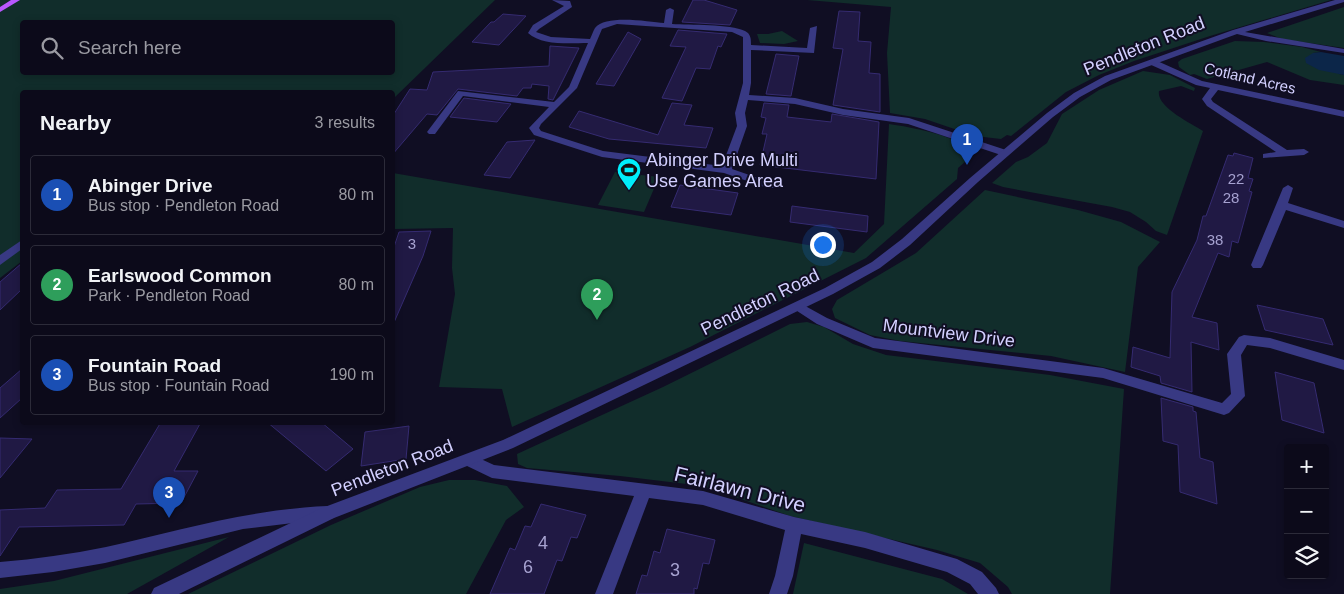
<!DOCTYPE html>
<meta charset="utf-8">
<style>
:root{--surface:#0c0a1a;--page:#151323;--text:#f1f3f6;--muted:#9a9aa2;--line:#2c2b39;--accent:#00eefb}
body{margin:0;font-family:Helvetica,sans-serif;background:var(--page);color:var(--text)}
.controls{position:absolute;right:15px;bottom:15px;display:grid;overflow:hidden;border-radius:5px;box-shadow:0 2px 8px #0003}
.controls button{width:45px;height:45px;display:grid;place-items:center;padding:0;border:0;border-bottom:1px solid var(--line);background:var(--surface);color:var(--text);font:25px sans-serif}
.you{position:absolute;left:822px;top:244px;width:18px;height:18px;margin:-12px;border:4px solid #fff;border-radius:50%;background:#1a73e8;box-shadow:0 0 0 8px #1a73e833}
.badge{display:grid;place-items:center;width:32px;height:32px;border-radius:50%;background:var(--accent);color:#fff;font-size:16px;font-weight:700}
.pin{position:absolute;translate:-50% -41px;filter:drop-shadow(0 1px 2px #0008)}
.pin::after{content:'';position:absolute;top:26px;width:18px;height:15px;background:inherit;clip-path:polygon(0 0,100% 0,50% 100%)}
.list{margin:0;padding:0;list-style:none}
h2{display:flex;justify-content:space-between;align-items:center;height:65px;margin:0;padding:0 20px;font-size:21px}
h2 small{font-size:16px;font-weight:400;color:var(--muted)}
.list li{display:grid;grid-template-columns:32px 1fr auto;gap:15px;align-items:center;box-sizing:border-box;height:80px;margin:0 10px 10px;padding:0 10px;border:1px solid var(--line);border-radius:5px}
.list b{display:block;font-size:19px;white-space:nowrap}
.list p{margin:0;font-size:16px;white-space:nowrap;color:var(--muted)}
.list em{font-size:16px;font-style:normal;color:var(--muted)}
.icon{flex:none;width:28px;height:28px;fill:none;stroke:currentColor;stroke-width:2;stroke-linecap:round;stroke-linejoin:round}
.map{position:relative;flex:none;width:1344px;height:594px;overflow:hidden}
.search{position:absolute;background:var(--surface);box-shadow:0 2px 8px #0003;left:20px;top:20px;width:375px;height:55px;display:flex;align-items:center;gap:12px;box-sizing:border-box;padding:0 18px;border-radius:5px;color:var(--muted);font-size:19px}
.panel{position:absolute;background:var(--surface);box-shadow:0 2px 8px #0003;left:20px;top:90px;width:375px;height:335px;border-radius:5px}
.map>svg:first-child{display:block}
</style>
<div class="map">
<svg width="1344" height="594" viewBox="0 0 1344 594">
<rect width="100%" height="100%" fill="#100e23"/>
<!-- green -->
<g fill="#112d2b" fill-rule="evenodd">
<path d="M0,0H495L393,99L392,92H22V261L0,278ZM22,22H392V72H22Z"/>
<path d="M807,0H1331L1210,36L1134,61L1099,75L1066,92L1011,136L1007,135L1001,139L975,136L925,119L890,113L887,53L891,7Z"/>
<path d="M1344,7V48L1282,39L1267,33Z"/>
<path d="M782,31L798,41L784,44L760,43L757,34H768Z"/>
<path d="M1235,41L1264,42L1302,47L1321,52L1313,53L1339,74L1344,75V85L1310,80L1267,62L1207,79L1194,74L1190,75L1179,67L1178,62L1182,59Z"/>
<path d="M1143,71L1170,75L1195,88L1194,91L1181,86L1159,91C1156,107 1191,123 1203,131L1167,235L1156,231L1146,222L1130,212L1112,207L1003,187L992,183L1016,162L1028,157L1047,143L1062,114L1099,90Z"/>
<path d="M889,124C911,127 959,136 975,153L958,168L957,179L866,258L690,347L512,427L502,389L439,387L455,294L452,268L453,228L393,229V173L854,253L884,224Z"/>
<path d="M615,172L659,177L644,212L598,205Z"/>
<path d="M985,190L1078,210L1121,222L1160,242L1138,267L1125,372L1051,356L900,341L870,335L835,318L832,309L837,300L916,253Z"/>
<path d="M807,322L824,327L853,344L886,355L1050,375L1124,389L1110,594H1012L1008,587L980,563L937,550L790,516L703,486L620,476L527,468L518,464L517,454L663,387L790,324Z"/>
<path d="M449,480H475L507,486L524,507L506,520L466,594H188L331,525L420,487Z"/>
<path d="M229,537L127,594H0V589L54,581Z"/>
<path d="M804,543L942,579L968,594H793Z"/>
</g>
<!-- water -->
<path fill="#0c2649" d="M1321,52L1344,56V75L1319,70L1306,63L1305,58L1313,53Z"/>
<!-- building -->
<g fill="#201944" stroke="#352b71">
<path d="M693,0H704L737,10L730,25L682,22Z"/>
<path d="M839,11L860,12L858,41L871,42L869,73L880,74V112L833,105L843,49L833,48Z"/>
<path d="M503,14L526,16L499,45L472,42L491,22H494Z"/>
<path d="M678,30L727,34L721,47L718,46L710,69L696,68L682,101L662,98L686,47L670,46Z"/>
<path d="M628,32L641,39L614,86L596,84Z"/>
<path d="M550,46L579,48L553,100L548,99L549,86L532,84L531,88H523L517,96L458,89L437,115L427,114L392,155V117L410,89L427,90L433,72L549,66Z"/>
<path d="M776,54L799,56L791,96L766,94Z"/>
<path d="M464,98L511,104L497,122L450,117Z"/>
<path d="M672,103L692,105L684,125L713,128L706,148L609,139L569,127L579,111L658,135Z"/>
<path d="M764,103L789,105L787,117L831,122L832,114L879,122L876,179L760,165L767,134H762L766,118L761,117Z"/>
<path d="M535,140L510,178L484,175L507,142Z"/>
<path d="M1234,153L1253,158L1248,178L1253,179L1249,191L1252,192L1238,243L1232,241L1229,257L1218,253L1192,317L1217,323L1219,350L1191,342L1192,392L1161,383L1160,376L1131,367L1133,347L1170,358L1172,292L1197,240L1203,216H1206L1228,155L1233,156Z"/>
<path d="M680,185L738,193L731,215L671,207Z"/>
<path d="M792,206L868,216L867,232L790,222Z"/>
<path d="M431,231L423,256L392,327V253L399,232Z"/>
<path d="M22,263V289L0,310V282Z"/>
<path d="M1257,305L1323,319L1333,345L1265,330Z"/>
<path d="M22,369V398L0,418V388Z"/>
<path d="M1275,372L1314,383L1324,433L1282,420Z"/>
<path d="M1161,398L1193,407V411L1196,412L1200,458L1213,462L1217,504L1180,492L1178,445L1163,441Z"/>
<path d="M161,422H201L174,471H198L181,503L136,504L124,525L19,527L0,556V510L45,508L57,490L121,489Z"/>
<path d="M267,422H321L353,449L326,471Z"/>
<path d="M409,426L406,459L361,466L365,432Z"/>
<path d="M0,438L32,439L0,478Z"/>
<path d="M541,504L586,515L577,538L571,537L562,561L557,560L544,594H490L510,548L515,550L525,526L531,527Z"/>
<path d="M667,529L715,540L709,564L703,563L697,589L694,588V594H636L642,575L647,576L654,551L660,553Z"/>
</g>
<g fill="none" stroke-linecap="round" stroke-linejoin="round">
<!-- minor -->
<g fill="#383983" fill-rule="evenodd">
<path d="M552,0L570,1L572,7L539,29L536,32L551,37L590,39C592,35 593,31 595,28C606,14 649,22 664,23L666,10L670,8L674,10L672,24C690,25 730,24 745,31C751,34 751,39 751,45L807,48L810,28L817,26L814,53L751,50V83L749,95L795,98L843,109L909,118L1009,151L1010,153L1005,156L1001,155L908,124L843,115L795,104L748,100L745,113L747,126L732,169L776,184L777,186L776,188H768L724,173L602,157L534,135L529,128L549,107L463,96L435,134H429L427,132L458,91L554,102L569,87L588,43C570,43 542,46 528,33L533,25L564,6ZM617,24L732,32L743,37V83L735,113L737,126L722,166L603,151L541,131L539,128L541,124L577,88L602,29Z"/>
<path d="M1149,60H1155L1202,81L1344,111V117L1218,90L1211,99L1213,102L1287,150L1304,149L1309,152L1304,155L1263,158V154L1276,152L1207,106L1202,99L1210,88L1196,85L1149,64Z"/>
<path d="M1288,185L1293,188L1288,203L1344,221V228L1286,210L1263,265L1261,268H1253L1251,265L1283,188Z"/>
<path d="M22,240V249L0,265V255Z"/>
<path d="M798,302L827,318L875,338L1103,368L1222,403L1231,394L1227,354L1239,337L1244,335L1270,338L1344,360V370L1270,348L1247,345L1241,355L1245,396L1229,413L1224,415L1103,378L873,348L817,324L794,309L792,306Z"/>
<path d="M470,454L494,465L703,491L794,517L865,532L957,559L982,572L996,588L999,594H978L970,584L947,572L865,548L801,534L793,576L787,594H769L775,576L785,530L703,505L649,498L613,594H595L634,496L492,478L465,465L462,460L465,455Z"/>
<path d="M328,506L334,508L336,513L334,518L243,529L105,563L53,572L0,578V562C36,559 71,554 106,547C180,530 252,509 328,506Z"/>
</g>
<!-- tertiary -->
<path fill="#383983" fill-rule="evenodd" d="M1335,0H1344V2L1245,32L1344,49V53L1266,41L1237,34L1111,80L1080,97L1053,117L978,182L910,245L880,268L833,294L513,448L334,518L179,594H151L154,588L322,508L503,440L825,288L872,262L902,239L970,178L1047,113L1074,93L1105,76L1233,30Z"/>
<!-- primary -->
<path fill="#b857ff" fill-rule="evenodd" d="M11,0H20L0,12V7Z"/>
</g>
<!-- icons -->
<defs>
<symbol id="stadium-pin" viewBox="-11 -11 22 30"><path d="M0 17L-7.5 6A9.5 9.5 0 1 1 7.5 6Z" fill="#00eefb" stroke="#100e23"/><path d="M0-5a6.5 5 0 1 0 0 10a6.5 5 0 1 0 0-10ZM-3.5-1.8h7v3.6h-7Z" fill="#111"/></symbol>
</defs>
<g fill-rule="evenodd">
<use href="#stadium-pin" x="615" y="156" width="28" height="38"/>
</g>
<g text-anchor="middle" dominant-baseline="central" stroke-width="4" stroke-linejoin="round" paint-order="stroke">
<!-- far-street labels -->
<g font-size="15" fill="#d3d0ff" stroke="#100e23">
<text transform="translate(1250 78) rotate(13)">Cotland Acres</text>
</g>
<!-- number labels -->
<g font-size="15" fill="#a6a2d0">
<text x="1236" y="178">22</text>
<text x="1231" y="197">28</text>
<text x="1215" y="239">38</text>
<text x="412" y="243">3</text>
</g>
<!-- street labels -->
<g font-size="18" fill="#d3d0ff" stroke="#100e23">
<text transform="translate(1144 46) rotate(-22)">Pendleton Road</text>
<text transform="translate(760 302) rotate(-26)">Pendleton Road</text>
<text transform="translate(949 333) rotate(7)">Mountview Drive</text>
<text transform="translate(392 468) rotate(-21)">Pendleton Road</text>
</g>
<!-- poi labels -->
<g font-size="18" fill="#d3d0ff" stroke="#100e23" text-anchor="start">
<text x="646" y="160">Abinger Drive Multi<tspan x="646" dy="21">Use Games Area</tspan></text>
</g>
<!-- near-number labels -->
<g font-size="18" fill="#a6a2d0">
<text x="543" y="543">4</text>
<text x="528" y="567">6</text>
<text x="675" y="570">3</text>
</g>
<!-- near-street labels -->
<g font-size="21" fill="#d3d0ff" stroke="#100e23">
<text transform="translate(740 489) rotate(14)">Fairlawn Drive</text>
</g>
</g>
</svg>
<div class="controls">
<button>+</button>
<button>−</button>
<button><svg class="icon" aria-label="layers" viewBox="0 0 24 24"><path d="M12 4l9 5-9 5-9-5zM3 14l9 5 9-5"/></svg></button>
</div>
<div class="you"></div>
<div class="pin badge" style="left:967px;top:165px;background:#1a4fb4">1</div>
<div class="pin badge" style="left:597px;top:320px;background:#2e9e5b">2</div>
<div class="pin badge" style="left:169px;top:518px;background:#1a4fb4">3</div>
<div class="search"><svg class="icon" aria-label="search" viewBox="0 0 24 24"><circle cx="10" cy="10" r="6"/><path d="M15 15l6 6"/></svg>Search here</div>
<section class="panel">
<h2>Nearby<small>3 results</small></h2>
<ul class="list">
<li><span class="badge" style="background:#1a4fb4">1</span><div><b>Abinger Drive</b><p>Bus stop · Pendleton Road</p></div><em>80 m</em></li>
<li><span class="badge" style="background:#2e9e5b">2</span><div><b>Earlswood Common</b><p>Park · Pendleton Road</p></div><em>80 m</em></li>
<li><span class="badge" style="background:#1a4fb4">3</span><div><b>Fountain Road</b><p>Bus stop · Fountain Road</p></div><em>190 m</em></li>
</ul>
</section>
</div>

##########

> TRY IT: Scan the listing above for the word "nowrap" and show each line where it is found.

> RESPONSE:
.list b{display:block;font-size:19px;white-space:nowrap}
.list p{margin:0;font-size:16px;white-space:nowrap;color:var(--muted)}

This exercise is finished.